McClane v. Maurer

66 S.W. 693 | Tex. App. | 1902

This suit was instituted by E.F. Maurer and T.W. Woodruff to recover damages in the sum of $17,707.50, alleged to have accrued by reason of the breach of a certain contract under the terms of which a certain tract of land was placed in the hands of plaintiffs by defendant for sale. The trial resulted in a verdict and judgment for appellees in the sum of $13,144.

The contract upon which the suit is based provided that appellees should have the right to sell 7000 acres of land owned by appellant in Karnes County, Texas, at a sum not less than $8 per acre for upland, and $12 per acre for valley land; that appellees were "to devote their business, energies, time, and attention to the hunting up of purchasers, visiting other and distant localities for that purpose," and that all expenses of every kind should be paid by them. The compensation was fixed, in case less than the whole was sold, at one-half of the price obtained in excess of $8 an acre, but if the while was sold in a body at $8 an acre appellees were to receive 5 per cent of the amount obtained. It was also provided that appellees should receive 5 per cent of the purchase price whenever a sale was made, which should be deducted from their portion of the purchase money in excess of $8 an acre. The sales were to be made at not less than one-fourth cash, the deferred payments to be secured by vendor's liens. It was provided that appellant should have the right to sell the whole or any portion of the land without compensating appellees for any interest therein, and that the value of certain improvements should be deduced from any amounts in which appellees might have an interest. The time limit fixed for the sale of one-half the land was January 1, 1899, and for the other half January 1, 1900. These times were afterwards extended to 1901 and 1902 by an agreement in writing indorsed on the original contract. The date of this indorsement was June 21, 1900, and in it was the provision that with the exception of certain immaterial erasures and additions, the parties should be "bound in all things by the terms and conditions of the contract as originally entered into."

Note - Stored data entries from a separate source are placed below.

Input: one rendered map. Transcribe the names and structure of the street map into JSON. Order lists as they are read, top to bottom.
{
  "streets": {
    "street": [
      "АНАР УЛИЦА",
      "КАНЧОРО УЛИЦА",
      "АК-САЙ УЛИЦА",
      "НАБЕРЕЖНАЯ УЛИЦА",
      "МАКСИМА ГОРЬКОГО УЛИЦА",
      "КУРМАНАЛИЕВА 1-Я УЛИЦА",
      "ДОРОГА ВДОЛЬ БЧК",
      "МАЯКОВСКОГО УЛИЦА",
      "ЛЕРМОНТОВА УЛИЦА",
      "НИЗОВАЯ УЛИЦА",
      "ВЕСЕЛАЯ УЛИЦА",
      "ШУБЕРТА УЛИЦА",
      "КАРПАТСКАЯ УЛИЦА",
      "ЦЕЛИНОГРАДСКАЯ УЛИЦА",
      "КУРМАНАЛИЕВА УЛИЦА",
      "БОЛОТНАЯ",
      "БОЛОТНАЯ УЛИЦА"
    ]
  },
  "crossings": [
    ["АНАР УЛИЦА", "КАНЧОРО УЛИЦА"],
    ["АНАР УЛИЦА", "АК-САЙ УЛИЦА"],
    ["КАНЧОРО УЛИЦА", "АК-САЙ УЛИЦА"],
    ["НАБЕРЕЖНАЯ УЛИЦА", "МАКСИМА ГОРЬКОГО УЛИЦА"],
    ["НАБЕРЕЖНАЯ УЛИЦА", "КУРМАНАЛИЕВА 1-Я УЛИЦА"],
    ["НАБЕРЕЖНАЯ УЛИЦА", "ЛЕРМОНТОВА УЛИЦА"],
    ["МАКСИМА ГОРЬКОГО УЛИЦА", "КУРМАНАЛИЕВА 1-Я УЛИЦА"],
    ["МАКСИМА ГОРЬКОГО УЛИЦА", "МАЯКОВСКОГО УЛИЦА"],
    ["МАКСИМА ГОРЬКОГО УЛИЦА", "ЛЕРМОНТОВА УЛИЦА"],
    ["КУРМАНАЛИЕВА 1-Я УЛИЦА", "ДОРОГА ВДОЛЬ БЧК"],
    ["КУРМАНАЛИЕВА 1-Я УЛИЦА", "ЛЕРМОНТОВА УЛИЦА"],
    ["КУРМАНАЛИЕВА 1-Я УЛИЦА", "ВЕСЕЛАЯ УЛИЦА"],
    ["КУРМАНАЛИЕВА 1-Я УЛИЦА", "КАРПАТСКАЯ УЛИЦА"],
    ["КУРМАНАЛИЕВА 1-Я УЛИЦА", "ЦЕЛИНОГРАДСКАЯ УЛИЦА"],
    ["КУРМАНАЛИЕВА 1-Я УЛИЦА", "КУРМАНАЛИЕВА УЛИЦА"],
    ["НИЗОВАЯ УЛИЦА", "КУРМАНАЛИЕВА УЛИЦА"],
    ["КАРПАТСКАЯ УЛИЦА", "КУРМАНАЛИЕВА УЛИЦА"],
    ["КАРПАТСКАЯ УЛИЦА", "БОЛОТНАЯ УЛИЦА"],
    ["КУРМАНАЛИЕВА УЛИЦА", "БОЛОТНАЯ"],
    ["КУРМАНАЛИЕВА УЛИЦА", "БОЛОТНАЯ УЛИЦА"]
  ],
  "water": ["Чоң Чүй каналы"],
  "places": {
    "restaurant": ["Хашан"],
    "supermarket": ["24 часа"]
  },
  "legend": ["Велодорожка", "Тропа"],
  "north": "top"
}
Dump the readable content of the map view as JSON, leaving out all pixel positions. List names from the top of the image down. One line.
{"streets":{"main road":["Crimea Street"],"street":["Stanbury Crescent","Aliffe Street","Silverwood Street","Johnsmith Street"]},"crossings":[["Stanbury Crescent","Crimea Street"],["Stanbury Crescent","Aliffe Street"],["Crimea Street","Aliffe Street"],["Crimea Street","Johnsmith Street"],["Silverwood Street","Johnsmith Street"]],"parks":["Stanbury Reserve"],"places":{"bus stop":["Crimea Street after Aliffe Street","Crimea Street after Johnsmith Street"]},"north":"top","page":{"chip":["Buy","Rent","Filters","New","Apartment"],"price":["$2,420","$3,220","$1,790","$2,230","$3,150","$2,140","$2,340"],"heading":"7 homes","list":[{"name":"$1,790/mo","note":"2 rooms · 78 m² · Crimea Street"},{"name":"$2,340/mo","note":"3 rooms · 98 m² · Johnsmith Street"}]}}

The petition set forth full compliance with the terms of the contract *77 on the part of appellees and a breach upon the part of appellant after they had sold 1988, 4-10 acres of the land and had contracted for the sale of the other half, and we do not think it was subject to a general demurrer. It is alleged that under the terms of the contract the parties had fixed the prices that should be demanded for the land, and this made certain any uncertainty in the contract as to what the prices to be demanded should be.

None of the special exceptions was well taken, and each was properly overruled. The new contract was but an extension and continuation of the original contract, and it was proper to declare on them both.

The allegations as to what appellees would have realized from the sale of the land remaining unsold at the time of the breach of the contract formed a sufficient basis for the recovery of damages. It may be a difficult matter to establish what the damages will be, but that burden is on the plaintiff, and if he can make it appear reasonably certain that he was damaged and the probable amount of such damages he can recover. Fraser v. Mining Co., 9 Texas Civ. App. 210[9 Tex. Civ. App. 210]; Joske v. Pleasants, 39 S.W. Rep., 586. The rule is thus clearly stated in an Oregon case, Blagen v. Thompson, 31 Pacific Reporter, 647, and copied in the first case above cited: "The difficulty in the determination of the question thus presented lies not so much in the ascertainment of the law of the subject as in its application to the facts of the particular case. The broad general rule in such cases is that the plaintiff may recover such damages, including gains prevented, as well as losses sustained, as may reasonably be supposed to have been within the contemplation of both parties at the time of making the contract, as the proximate and natural consequences of a breach by defendant; and in determining what may reasonably be supposed to have been within the contemplation of the parties as a natural consequence of a breach, all the facts surrounding the execution of the contract known to both parties may be considered, even if these be such as would not necessarily enter into it, if known to the defendant."

The only question that could arise in the matter of the benefits that would have accrued had the contract not been breached, would be as to the proof. If appellees could make it appear reasonably certain that they would have sold the whole of the land, but for the interference of appellant, they would be entitled to the interest in what they could show the land would have sold for.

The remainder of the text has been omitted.